'''

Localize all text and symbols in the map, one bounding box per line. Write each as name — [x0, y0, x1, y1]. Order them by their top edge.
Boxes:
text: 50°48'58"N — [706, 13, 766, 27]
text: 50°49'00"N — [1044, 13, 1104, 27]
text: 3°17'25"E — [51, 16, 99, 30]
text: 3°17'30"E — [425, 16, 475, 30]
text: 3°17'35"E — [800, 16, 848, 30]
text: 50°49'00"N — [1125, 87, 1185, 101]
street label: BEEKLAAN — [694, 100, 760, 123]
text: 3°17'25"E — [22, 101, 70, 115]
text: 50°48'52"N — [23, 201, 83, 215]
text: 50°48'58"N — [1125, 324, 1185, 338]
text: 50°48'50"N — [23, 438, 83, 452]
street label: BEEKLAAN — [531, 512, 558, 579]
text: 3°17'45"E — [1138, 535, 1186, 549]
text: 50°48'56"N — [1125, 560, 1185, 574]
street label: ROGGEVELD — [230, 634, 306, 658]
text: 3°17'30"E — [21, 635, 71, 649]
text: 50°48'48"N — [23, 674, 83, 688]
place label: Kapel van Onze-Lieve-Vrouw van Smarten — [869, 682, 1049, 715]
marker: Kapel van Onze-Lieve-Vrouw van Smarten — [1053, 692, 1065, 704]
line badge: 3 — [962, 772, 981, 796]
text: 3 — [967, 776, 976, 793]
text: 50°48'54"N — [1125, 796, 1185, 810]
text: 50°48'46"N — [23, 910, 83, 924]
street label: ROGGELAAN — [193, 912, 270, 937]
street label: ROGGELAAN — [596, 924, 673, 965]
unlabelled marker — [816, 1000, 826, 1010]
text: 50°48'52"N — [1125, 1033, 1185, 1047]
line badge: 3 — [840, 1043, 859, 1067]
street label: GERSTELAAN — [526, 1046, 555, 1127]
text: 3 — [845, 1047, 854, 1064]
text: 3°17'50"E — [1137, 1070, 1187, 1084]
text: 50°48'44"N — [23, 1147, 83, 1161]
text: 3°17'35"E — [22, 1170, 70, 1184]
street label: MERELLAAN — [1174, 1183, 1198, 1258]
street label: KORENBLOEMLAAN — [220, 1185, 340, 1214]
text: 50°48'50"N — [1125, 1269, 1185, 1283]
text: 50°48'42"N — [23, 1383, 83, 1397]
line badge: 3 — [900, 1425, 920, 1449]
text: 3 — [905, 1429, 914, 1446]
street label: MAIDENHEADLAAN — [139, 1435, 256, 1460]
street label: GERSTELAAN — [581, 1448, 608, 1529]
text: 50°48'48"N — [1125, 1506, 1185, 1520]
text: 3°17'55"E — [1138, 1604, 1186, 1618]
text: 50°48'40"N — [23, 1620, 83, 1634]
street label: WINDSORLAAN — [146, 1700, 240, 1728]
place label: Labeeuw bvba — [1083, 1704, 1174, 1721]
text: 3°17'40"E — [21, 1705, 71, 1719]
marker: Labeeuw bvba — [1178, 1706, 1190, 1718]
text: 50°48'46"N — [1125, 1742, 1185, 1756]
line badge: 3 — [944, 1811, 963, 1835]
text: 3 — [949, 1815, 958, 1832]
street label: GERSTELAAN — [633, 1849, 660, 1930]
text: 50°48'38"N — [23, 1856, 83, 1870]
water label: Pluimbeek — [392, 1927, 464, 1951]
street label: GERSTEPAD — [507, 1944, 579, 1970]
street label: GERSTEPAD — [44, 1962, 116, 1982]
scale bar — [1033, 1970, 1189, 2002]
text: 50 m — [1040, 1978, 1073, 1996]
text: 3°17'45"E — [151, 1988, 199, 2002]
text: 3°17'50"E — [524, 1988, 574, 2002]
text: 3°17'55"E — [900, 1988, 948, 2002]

'''

Reproduce the entries above in full, precisely as written.

Localize all text and symbols in the map, one bounding box per line. Write each as name — [x0, y0, x1, y1]. Order them by their top edge.
Boxes:
text: 50°48'58"N — [706, 13, 766, 27]
text: 50°49'00"N — [1044, 13, 1104, 27]
text: 3°17'25"E — [51, 16, 99, 30]
text: 3°17'30"E — [425, 16, 475, 30]
text: 3°17'35"E — [800, 16, 848, 30]
text: 50°49'00"N — [1125, 87, 1185, 101]
street label: BEEKLAAN — [694, 100, 760, 123]
text: 3°17'25"E — [22, 101, 70, 115]
text: 50°48'52"N — [23, 201, 83, 215]
text: 50°48'58"N — [1125, 324, 1185, 338]
text: 50°48'50"N — [23, 438, 83, 452]
street label: BEEKLAAN — [531, 512, 558, 579]
text: 3°17'45"E — [1138, 535, 1186, 549]
text: 50°48'56"N — [1125, 560, 1185, 574]
street label: ROGGEVELD — [230, 634, 306, 658]
text: 3°17'30"E — [21, 635, 71, 649]
text: 50°48'48"N — [23, 674, 83, 688]
place label: Kapel van Onze-Lieve-Vrouw van Smarten — [869, 682, 1049, 715]
marker: Kapel van Onze-Lieve-Vrouw van Smarten — [1053, 692, 1065, 704]
line badge: 3 — [962, 772, 981, 796]
text: 3 — [967, 776, 976, 793]
text: 50°48'54"N — [1125, 796, 1185, 810]
text: 50°48'46"N — [23, 910, 83, 924]
street label: ROGGELAAN — [193, 912, 270, 937]
street label: ROGGELAAN — [596, 924, 673, 965]
unlabelled marker — [816, 1000, 826, 1010]
text: 50°48'52"N — [1125, 1033, 1185, 1047]
line badge: 3 — [840, 1043, 859, 1067]
street label: GERSTELAAN — [526, 1046, 555, 1127]
text: 3 — [845, 1047, 854, 1064]
text: 3°17'50"E — [1137, 1070, 1187, 1084]
text: 50°48'44"N — [23, 1147, 83, 1161]
text: 3°17'35"E — [22, 1170, 70, 1184]
street label: MERELLAAN — [1174, 1183, 1198, 1258]
street label: KORENBLOEMLAAN — [220, 1185, 340, 1214]
text: 50°48'50"N — [1125, 1269, 1185, 1283]
text: 50°48'42"N — [23, 1383, 83, 1397]
line badge: 3 — [900, 1425, 920, 1449]
text: 3 — [905, 1429, 914, 1446]
street label: MAIDENHEADLAAN — [139, 1435, 256, 1460]
street label: GERSTELAAN — [581, 1448, 608, 1529]
text: 50°48'48"N — [1125, 1506, 1185, 1520]
text: 3°17'55"E — [1138, 1604, 1186, 1618]
text: 50°48'40"N — [23, 1620, 83, 1634]
street label: WINDSORLAAN — [146, 1700, 240, 1728]
place label: Labeeuw bvba — [1083, 1704, 1174, 1721]
text: 3°17'40"E — [21, 1705, 71, 1719]
marker: Labeeuw bvba — [1178, 1706, 1190, 1718]
text: 50°48'46"N — [1125, 1742, 1185, 1756]
line badge: 3 — [944, 1811, 963, 1835]
text: 3 — [949, 1815, 958, 1832]
street label: GERSTELAAN — [633, 1849, 660, 1930]
text: 50°48'38"N — [23, 1856, 83, 1870]
water label: Pluimbeek — [392, 1927, 464, 1951]
street label: GERSTEPAD — [507, 1944, 579, 1970]
street label: GERSTEPAD — [44, 1962, 116, 1982]
scale bar — [1033, 1970, 1189, 2002]
text: 50 m — [1040, 1978, 1073, 1996]
text: 3°17'45"E — [151, 1988, 199, 2002]
text: 3°17'50"E — [524, 1988, 574, 2002]
text: 3°17'55"E — [900, 1988, 948, 2002]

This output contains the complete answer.